Top of Data excerpts
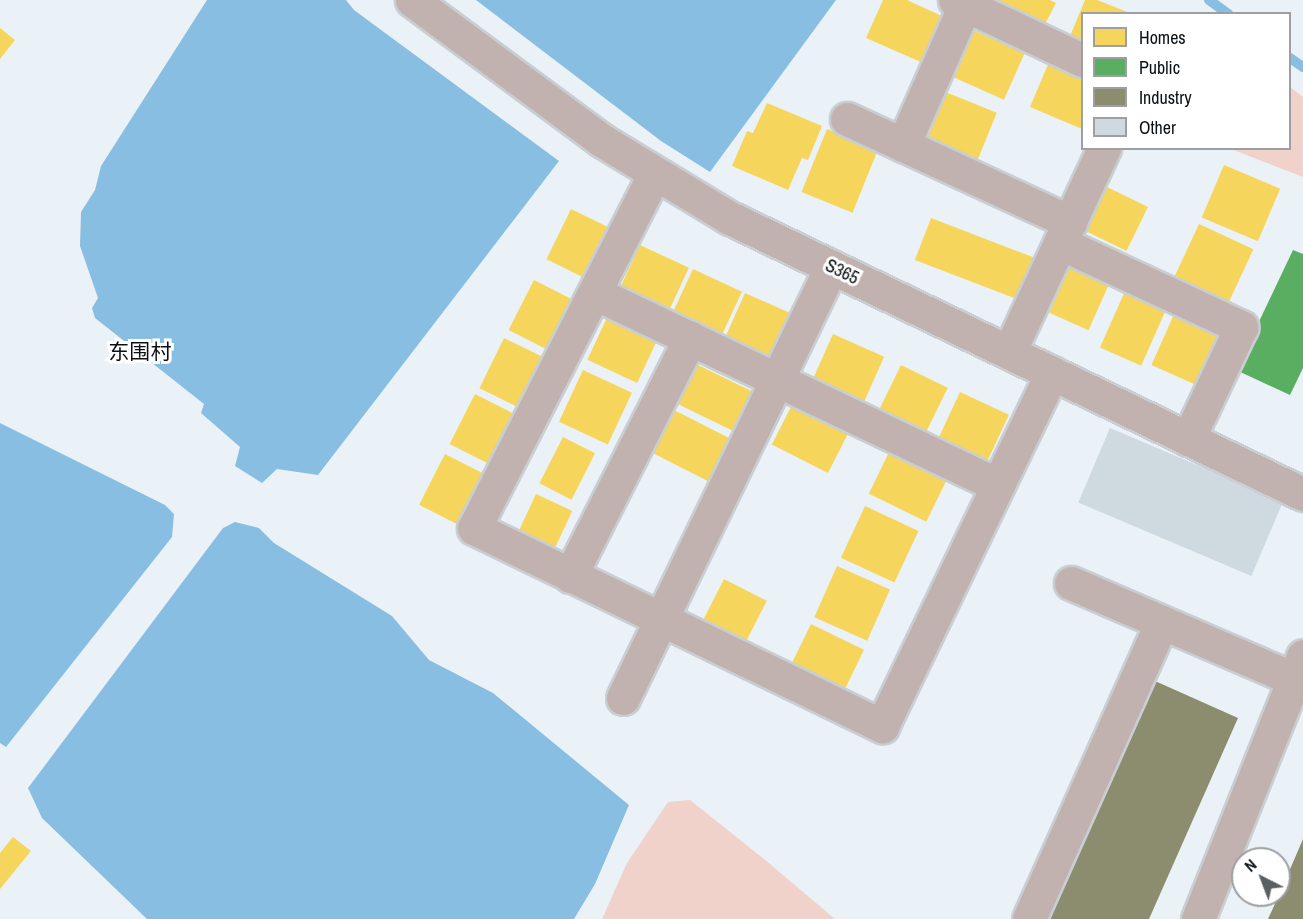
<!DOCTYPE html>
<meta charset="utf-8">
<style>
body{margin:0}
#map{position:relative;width:1303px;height:919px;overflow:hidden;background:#ebf2f7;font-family:"Archivo Narrow","Noto Sans SC",sans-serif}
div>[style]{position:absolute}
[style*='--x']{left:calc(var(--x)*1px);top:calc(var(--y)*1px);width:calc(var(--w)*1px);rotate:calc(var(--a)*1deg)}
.green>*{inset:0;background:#f0d2cb}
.water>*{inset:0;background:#89bee3}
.homes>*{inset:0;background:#f6d55c;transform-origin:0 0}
.public>*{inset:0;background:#5aae61}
.industry>*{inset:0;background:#8c8c6e}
.stream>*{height:10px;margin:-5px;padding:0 5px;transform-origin:5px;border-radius:5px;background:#89bee3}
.building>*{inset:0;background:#ced9e0;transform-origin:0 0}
.roads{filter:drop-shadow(2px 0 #c8ced2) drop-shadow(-2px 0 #c8ced2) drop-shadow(0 2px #c8ced2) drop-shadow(0 -2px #c8ced2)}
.minor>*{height:33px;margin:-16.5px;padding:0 16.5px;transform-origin:16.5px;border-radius:16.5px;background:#c2b2af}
span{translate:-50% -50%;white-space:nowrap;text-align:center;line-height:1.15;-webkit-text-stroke:6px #fff;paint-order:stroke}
.street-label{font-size:18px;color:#0a1014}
.quarter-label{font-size:21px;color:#0a1014}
.legend{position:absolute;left:1081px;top:12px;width:210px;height:138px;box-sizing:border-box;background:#fff;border:2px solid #9d9fa1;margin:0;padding:8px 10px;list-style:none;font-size:18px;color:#0a1014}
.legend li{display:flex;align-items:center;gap:12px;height:30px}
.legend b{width:30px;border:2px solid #9d9fa1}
.north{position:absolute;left:1231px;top:847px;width:60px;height:60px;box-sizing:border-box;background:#fff;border:2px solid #9d9fa1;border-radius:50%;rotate:318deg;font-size:16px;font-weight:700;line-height:24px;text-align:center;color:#0a1014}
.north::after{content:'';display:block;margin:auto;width:21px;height:27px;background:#595f63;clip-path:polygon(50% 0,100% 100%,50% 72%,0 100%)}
</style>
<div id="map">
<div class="green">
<div style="clip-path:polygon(1290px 87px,1303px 97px,1303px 177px,1231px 149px,1290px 148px)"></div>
<div style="clip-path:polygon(690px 800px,764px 859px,835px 919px,602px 919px,627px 863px,668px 802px)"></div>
</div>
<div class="water">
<div style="clip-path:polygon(207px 0,346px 0,354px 10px,559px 161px,318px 475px,277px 469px,262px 483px,235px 466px,240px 447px,201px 413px,204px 404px,95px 318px,92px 308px,98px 298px,80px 246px,81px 212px,95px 190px,101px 166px)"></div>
<div style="clip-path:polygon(476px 0,836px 0,710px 172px,661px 141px)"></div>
<div style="clip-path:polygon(0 423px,165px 505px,174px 514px,172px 537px,6px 747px,0 743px)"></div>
<div style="clip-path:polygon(235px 522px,259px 528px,274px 543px,392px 616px,429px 660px,493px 693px,629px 805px,595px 884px,574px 919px,147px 919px,42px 818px,28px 788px,223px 528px)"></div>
</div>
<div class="homes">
<div style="clip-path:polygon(883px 0,907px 0,944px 17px,923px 63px,866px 38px)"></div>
<div style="clip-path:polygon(986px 0,1050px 0,1056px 3px,1041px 32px)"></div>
<div style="clip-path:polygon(1085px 0,1097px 0,1130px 13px,1082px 14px,1082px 47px,1068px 41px)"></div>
<div style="clip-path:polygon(0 28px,15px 40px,0 59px)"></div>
<div style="left:968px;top:28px;width:62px;height:51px;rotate:24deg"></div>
<div style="clip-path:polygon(1049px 62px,1082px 76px,1082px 129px,1030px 107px)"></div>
<div style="left:943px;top:91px;width:58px;height:53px;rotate:22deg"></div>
<div style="clip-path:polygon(767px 103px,822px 126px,808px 160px,802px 158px,788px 190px,732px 166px,747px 131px,753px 133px)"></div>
<div style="left:827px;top:129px;width:55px;height:68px;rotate:22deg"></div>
<div style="left:1224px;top:165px;width:61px;height:57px;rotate:23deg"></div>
<div style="left:1103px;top:185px;width:50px;height:49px;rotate:26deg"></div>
<div style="left:571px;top:209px;width:52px;height:56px;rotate:26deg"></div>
<div style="left:931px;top:218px;width:111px;height:45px;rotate:21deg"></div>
<div style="left:1199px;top:224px;width:60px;height:63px;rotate:25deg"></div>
<div style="left:640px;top:245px;width:54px;height:57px;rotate:25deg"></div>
<div style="left:1074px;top:257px;width:43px;height:61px;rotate:24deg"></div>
<div style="left:693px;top:269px;width:54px;height:57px;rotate:25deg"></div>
<div style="left:534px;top:280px;width:53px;height:56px;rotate:27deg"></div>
<div style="left:1126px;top:289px;width:45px;height:64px;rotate:24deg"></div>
<div style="left:745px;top:293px;width:55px;height:57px;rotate:24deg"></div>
<div style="left:611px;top:309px;width:55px;height:56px;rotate:25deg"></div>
<div style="left:1175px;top:312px;width:51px;height:58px;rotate:24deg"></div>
<div style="left:833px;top:334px;width:56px;height:57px;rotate:24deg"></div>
<div style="left:504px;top:338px;width:52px;height:56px;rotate:26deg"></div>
<div style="left:696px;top:364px;width:64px;height:44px;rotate:26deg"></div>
<div style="left:901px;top:365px;width:52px;height:54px;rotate:26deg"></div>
<div style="left:583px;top:370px;width:54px;height:57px;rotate:25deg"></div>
<div style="left:960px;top:392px;width:54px;height:56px;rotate:25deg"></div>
<div style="left:475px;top:394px;width:51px;height:56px;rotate:27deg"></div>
<div style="left:795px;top:399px;width:63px;height:51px;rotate:27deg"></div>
<div style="left:674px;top:410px;width:65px;height:48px;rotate:27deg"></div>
<div style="left:563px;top:437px;width:36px;height:52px;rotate:27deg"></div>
<div style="left:892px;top:446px;width:64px;height:53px;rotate:26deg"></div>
<div style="left:445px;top:454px;width:51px;height:57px;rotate:27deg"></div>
<div style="left:536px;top:494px;width:40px;height:53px;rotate:25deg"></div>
<div style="left:865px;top:506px;width:59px;height:57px;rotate:25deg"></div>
<div style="left:837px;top:566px;width:58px;height:56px;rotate:24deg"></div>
<div style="left:724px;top:579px;width:48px;height:53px;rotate:27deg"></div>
<div style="left:811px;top:624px;width:59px;height:51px;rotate:26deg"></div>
<div style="clip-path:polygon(13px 837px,31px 851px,0 889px,0 853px)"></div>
</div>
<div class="public">
<div style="clip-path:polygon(1293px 250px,1303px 254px,1303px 368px,1290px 395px,1236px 370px)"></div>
</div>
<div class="industry">
<div style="clip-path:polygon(1155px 681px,1238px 718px,1149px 919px,1049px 919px)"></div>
<div style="clip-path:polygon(1303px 839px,1303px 919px,1268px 919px,1279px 895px)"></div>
</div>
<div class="stream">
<div style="--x:1209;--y:0;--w:24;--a:36"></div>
<div style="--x:1290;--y:58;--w:16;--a:35"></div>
</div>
<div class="building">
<div style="left:1110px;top:428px;width:188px;height:81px;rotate:23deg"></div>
</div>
<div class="roads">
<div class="minor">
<div style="--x:412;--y:0;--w:235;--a:36.5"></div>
<div style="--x:601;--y:140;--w:151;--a:31.2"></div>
<div style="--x:730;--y:218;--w:636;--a:25.72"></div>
<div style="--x:955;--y:0;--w:140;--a:25.3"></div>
<div style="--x:847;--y:119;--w:246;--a:24.8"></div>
<div style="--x:903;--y:145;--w:153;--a:-66.1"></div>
<div style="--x:654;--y:175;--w:396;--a:117"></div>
<div style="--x:474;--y:528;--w:454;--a:25.9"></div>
<div style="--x:882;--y:726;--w:392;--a:-64.3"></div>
<div style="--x:1060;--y:243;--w:200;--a:24.9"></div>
<div style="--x:1241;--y:327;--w:124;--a:115.3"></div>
<div style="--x:595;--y:293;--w:446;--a:25.5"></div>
<div style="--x:1009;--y:352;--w:225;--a:-65"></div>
<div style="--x:570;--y:576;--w:267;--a:-63.2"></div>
<div style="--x:1071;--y:583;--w:253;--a:23.3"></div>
<div style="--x:623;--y:698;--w:479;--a:-64.2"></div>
<div style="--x:1029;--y:919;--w:325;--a:-65.9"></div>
<div style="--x:1198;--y:919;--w:283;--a:-68.2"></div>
</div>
</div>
<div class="street-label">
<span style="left:842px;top:272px;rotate:26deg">S365</span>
</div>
<div class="quarter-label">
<span style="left:140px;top:352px">东围村</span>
</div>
<ul class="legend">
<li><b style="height:16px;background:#f6d55c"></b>Homes</li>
<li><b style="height:16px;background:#5aae61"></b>Public</li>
<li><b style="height:16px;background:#8c8c6e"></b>Industry</li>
<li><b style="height:16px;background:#ced9e0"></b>Other</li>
</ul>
<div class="north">N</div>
</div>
Bottom of Data excerpts
Your answer must be the exact lines from the start of the data through the line with "0 #c8ced2) drop-shadow(-2px", inclusive, and nothing else; pictures do not belong in it.

<!DOCTYPE html>
<meta charset="utf-8">
<style>
body{margin:0}
#map{position:relative;width:1303px;height:919px;overflow:hidden;background:#ebf2f7;font-family:"Archivo Narrow","Noto Sans SC",sans-serif}
div>[style]{position:absolute}
[style*='--x']{left:calc(var(--x)*1px);top:calc(var(--y)*1px);width:calc(var(--w)*1px);rotate:calc(var(--a)*1deg)}
.green>*{inset:0;background:#f0d2cb}
.water>*{inset:0;background:#89bee3}
.homes>*{inset:0;background:#f6d55c;transform-origin:0 0}
.public>*{inset:0;background:#5aae61}
.industry>*{inset:0;background:#8c8c6e}
.stream>*{height:10px;margin:-5px;padding:0 5px;transform-origin:5px;border-radius:5px;background:#89bee3}
.building>*{inset:0;background:#ced9e0;transform-origin:0 0}
.roads{filter:drop-shadow(2px 0 #c8ced2) drop-shadow(-2px 0 #c8ced2) drop-shadow(0 2px #c8ced2) drop-shadow(0 -2px #c8ced2)}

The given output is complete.